10th Sep 2019 10:33
(Alliance News) - 888 Holdings PLC on Tuesday said it recorded a "solid" first half performance despite drop in earnings and a dividend cut.
The London-listed gambling company also warned that Brexit could lead to a slowdown in its UK business.
For the six months to June 30, the company's revenue fell by 2.3% to USD277.3 million from USD283.9 million though the company said this was due to the non-repeat of a USD10.7 million tax relief in Germany.
Without last year's value added tax accrual, revenue rose by 1.5% from USD273.2 million.
Pretax profit fell by 63% to USD22.2 million from USD60.1 million.
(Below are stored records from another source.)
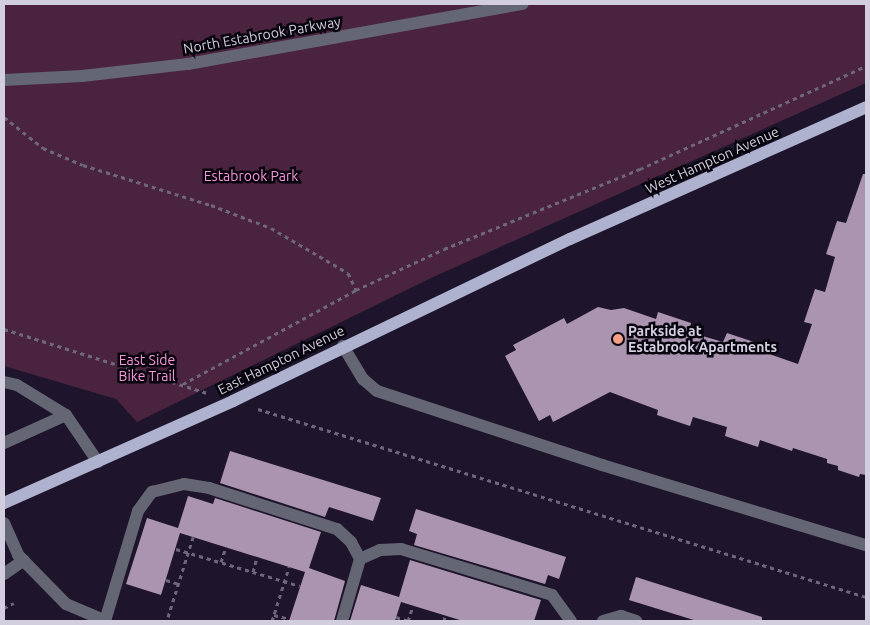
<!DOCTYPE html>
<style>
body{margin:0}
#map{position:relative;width:870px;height:625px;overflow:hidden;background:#1e152d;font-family:Ubuntu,sans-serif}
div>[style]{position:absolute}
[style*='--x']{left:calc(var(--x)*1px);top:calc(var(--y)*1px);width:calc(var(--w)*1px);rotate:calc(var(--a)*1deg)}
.green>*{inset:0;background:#4a233f}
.building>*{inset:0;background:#aa94b0}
.path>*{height:3px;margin-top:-1.5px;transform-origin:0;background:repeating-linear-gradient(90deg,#6e677c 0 4px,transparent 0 8px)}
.minor>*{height:12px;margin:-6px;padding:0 6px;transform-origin:6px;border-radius:6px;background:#646673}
.major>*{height:12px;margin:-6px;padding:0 6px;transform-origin:6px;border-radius:6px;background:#afb2cf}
.dots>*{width:14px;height:14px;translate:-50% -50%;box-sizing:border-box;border:2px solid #07040d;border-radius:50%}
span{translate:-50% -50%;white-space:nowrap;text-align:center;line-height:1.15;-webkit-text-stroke:5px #07040d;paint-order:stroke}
.street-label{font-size:14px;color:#d3cedf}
.park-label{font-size:14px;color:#fa97dd}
.poi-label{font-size:14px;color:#d3cedf;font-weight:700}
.left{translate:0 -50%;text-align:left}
.frame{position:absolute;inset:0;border:5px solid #d3cedf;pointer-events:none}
</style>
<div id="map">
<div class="green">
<i style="clip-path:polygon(4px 4px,866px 4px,866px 83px,431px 278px,137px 422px,116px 399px,4px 366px)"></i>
</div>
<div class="building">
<i style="clip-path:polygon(863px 174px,866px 174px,866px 475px,860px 474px,859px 477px,838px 470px,838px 466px,827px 463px,827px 459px,793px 448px,792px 451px,760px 440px,758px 447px,725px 436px,727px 427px,693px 417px,690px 426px,657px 415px,658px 410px,610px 392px,553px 422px,550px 415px,539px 421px,505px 356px,516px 350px,513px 345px,564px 318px,567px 324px,598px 307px,611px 310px,624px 308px,656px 319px,658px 312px,691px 323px,689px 332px,723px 342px,727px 333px,760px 344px,758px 350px,798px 364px,812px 324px,804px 322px,815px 289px,825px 292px,835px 257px,826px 254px,837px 221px,846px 223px)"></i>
<i style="clip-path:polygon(230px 451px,381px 498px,373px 521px,329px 507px,325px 517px,220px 483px)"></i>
<i style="clip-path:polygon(188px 496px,213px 504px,215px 498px,321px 532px,309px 568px,345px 581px,334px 621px,289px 621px,305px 572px,180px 533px,161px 595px,126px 584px,147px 518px,178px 528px)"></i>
<i style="clip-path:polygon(416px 509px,566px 557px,559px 579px,548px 575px,545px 584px,414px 545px,417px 534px,409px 531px)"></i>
<i style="clip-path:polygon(410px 560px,541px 600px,534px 621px,463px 621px,401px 602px,395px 621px,350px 621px,361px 585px,399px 597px)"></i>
<i style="clip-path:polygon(636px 577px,762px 617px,762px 621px,697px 621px,629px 600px)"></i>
</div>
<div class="path">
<i style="--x:4;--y:117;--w:50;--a:38.5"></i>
<i style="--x:43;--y:148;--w:43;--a:23"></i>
<i style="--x:83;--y:165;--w:134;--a:17.4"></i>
<i style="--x:211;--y:205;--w:64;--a:21"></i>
<i style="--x:271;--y:228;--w:89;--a:30.3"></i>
<i style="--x:348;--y:273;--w:19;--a:65"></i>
<i style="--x:4;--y:329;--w:213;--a:17.5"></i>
<i style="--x:183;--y:384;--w:197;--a:-28.5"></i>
<i style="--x:356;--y:290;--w:97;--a:-25"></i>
<i style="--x:444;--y:249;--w:212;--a:-22.2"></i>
<i style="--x:640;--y:169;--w:248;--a:-24.5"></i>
<i style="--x:258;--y:409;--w:636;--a:17.18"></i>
<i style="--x:176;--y:549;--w:129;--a:16.6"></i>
<i style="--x:221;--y:562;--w:16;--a:-72"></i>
<i style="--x:253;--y:572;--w:16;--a:-75"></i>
<i style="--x:166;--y:580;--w:14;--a:17"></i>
<i style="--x:4;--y:608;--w:11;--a:-27"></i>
<i style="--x:274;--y:615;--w:16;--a:14"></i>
<i style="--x:168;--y:617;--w:84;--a:-72.6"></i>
<i style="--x:396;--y:617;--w:14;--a:17"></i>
<i style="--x:272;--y:621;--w:57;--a:-72.5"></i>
<i style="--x:408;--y:621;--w:16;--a:-72"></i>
<i style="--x:444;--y:621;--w:5;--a:-79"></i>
</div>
<div class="minor">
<i style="--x:4;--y:80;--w:78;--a:-2.9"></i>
<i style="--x:82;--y:76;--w:107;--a:-6.5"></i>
<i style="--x:188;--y:64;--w:340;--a:-10.2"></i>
<i style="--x:343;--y:346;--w:39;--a:59"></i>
<i style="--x:363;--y:379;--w:18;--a:41"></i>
<i style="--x:377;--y:391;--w:237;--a:18.2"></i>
<i style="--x:602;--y:465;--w:276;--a:16.9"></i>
<i style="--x:4;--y:382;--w:13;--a:13"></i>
<i style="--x:17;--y:385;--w:57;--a:31.5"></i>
<i style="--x:4;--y:443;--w:68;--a:-24.3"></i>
<i style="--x:66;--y:415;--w:57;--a:55.8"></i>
<i style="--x:4;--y:523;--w:35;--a:66"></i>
<i style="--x:18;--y:555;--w:69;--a:45.6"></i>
<i style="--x:66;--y:604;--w:43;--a:23"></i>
<i style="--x:4;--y:574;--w:24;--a:-35"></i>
<i style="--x:105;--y:621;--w:115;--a:-73.3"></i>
<i style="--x:138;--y:511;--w:24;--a:-54"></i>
<i style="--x:152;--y:492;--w:33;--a:-14"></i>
<i style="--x:184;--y:484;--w:25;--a:9"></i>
<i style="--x:209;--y:488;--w:134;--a:17.8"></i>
<i style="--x:337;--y:529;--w:19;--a:43"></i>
<i style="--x:351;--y:542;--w:19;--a:62"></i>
<i style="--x:360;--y:559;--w:22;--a:-24"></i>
<i style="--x:380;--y:550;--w:21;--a:-3"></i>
<i style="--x:401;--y:549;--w:158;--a:16.9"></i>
<i style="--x:552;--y:595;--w:32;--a:54"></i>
<i style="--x:342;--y:621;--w:65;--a:-73.8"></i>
<i style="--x:603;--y:621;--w:19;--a:-16"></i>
<i style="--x:621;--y:616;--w:16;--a:18"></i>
</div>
<div class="major">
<i style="--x:4;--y:503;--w:251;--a:-24"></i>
<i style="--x:233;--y:401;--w:374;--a:-25.7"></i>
<i style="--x:570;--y:239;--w:324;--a:-24"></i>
</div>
<div class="dots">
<i style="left:618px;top:339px;background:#f39f85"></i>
</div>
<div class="street-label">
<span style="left:262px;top:35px;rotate:-10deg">North Estabrook Parkway</span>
<span style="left:712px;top:160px;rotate:-24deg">West Hampton Avenue</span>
<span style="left:281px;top:360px;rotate:-26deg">East Hampton Avenue</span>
</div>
<div class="park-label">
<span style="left:251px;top:176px">Estabrook Park</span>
<span style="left:147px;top:368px">East Side<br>Bike Trail</span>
</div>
<div class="poi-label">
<span class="left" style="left:628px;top:339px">Parkside at<br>Estabrook Apartments</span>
</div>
<div class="frame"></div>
</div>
Though company noted that depreciation and amortisation costs more than doubled to USD15.3 million from USD10.1 million and exceptional costs climbed to USD1.6 million from an income of USD12.0 million last year.
The company lowered its interim dividend by 29% to 3.0 cents per share from 4.2 cents.
Turning to Brexit, the company, which is registered in Gibraltar, said it "may become ineligible to continue to hold regulatory licenses in certain European Union jurisdictions". The EU exit could also hurt economic and market conditions in the UK, 888 added.
During the interim, 888 expanded its European operations by launching in Portgual and Sweden.
The company said trading in the year-to-date has been in line with internal expectations, driven by a 24% year-on-year revenue increase in the UK.
The firm added: "The group is continuing to invest in developing 888's presence in the evolving US market and the board is pleased with the initial impact of the migration of 888casino in New Jersey on to the Orbit platform in July."
Shares in 888 were 6.8% lower at 157.35p each in London on Tuesday morning.